Aziende virtuose e buone pratiche
Ci sono anche esempi di aziende che hanno dimostrato un reale impegno e una coerenza nella sostenibilità, adottando pratiche e strategie volte a ridurre il loro impatto ambientale e sociale, a creare valore per i propri stakeholder e a comunicare in modo trasparente e responsabile. Alcuni esempi sono:
- la cooperativa agricola Alce Nero, che dal 1978 produce e distribuisce prodotti biologici e di qualità, rispettando i principi dell’agricoltura biologica, del commercio equo e solidale, della biodiversità e della filiera corta, e che si avvale di certificazioni e controlli indipendenti e rigorosi;
- la società di energia elettrica Enel, che dal 2015 ha avviato un piano strategico per la decarbonizzazione, puntando sullo sviluppo delle fonti rinnovabili, sull’efficienza energetica, sull’innovazione tecnologica e sulla mobilità elettrica, e che ha aderito agli Obiettivi di Sviluppo Sostenibile delle Nazioni Unite e all’Accordo di Parigi sul clima;
- la marca di cosmetici Lush, che dal 1995 produce e vende prodotti naturali, freschi, fatti a mano, cruelty-free e senza imballaggi, seguendo i valori dell’etica, della trasparenza, della solidarietà e dell’attivismo, e che coinvolge i propri clienti e dipendenti in campagne e iniziative a favore dell’ambiente e dei diritti umani.
La Tassonomia UE, uno strumento europeo contro il greenwashing
L’Europa è molto attenta alla questione e sta elaborando una normativa rigorosa su cosa si possa considerare green.
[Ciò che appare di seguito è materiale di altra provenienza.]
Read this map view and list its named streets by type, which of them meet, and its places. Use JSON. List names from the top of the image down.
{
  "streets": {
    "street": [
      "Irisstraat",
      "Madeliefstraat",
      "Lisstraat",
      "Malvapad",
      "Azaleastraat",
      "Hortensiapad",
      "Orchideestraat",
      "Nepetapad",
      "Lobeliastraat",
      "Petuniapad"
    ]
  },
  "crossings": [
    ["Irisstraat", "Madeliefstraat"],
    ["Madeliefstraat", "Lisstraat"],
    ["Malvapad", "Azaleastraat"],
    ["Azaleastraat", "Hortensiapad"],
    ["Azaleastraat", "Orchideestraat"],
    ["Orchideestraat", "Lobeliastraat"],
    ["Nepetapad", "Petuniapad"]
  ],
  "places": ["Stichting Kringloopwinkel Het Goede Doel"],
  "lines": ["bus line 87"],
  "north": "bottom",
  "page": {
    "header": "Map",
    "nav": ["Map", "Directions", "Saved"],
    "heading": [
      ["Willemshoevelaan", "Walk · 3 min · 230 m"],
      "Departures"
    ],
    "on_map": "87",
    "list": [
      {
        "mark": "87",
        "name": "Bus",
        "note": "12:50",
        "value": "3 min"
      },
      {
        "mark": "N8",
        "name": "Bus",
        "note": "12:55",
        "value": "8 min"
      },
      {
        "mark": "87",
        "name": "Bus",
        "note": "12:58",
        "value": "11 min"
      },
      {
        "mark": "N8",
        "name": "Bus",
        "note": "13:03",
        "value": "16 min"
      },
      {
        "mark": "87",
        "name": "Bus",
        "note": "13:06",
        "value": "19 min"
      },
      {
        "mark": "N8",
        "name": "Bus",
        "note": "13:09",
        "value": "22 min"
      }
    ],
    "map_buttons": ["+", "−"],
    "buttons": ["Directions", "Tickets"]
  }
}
La Tassonomia UE, votata dal Parlamento europeo nel 2020, ha aiutato a stabilire i criteri per determinare cosa sia realmente “un’attività economica ambientalmente sostenibile”.
La direttiva EU NFDR (Non Finance Reporting Directive) richiede poi che un numero sempre maggiore di aziende renda conto delle proprie attività sostenibili e dei risultati effettivi ottenuti mediante la dichiarazione non finanziaria delle imprese, mentre la SFDR (Sustainable Finance Disclosure Regulation) impone che i fondi comuni di investimento indichino il livello di conformità dei propri asset alla Tassonomia, come previsto dalla SFDR.
Tuttavia, secondo gli esperti, questo non è sufficiente, perché è essenziale che i sistemi di standardizzazione siano chiari e obbligatori il più possibile. Così come è fondamentale che i consumatori o gli investitori si documentino bene prima di acquistare un prodotto o uno strumento di investimento per le sue caratteristiche green. L’unico modo possibile è affidarsi solo a certificazioni oggettive e valide, evitando di credere a termini generici come “naturale” o “zero emissioni” (obiettivo peraltro praticamente irraggiungibile per qualsiasi tipo di prodotto o servizio).
Conclusioni
Il greenwashing è un fenomeno in crescita che rappresenta una sfida e una minaccia per la sostenibilità delle aziende e dei consumatori. Per contrastarlo, è necessario sviluppare una cultura e una consapevolezza critica e informata, che ci permetta di riconoscere e di scegliere le aziende, i prodotti e i servizi che siano veramente ecologici, etici e sostenibili. Solo così potremo contribuire a creare un futuro migliore per noi e per il pianeta.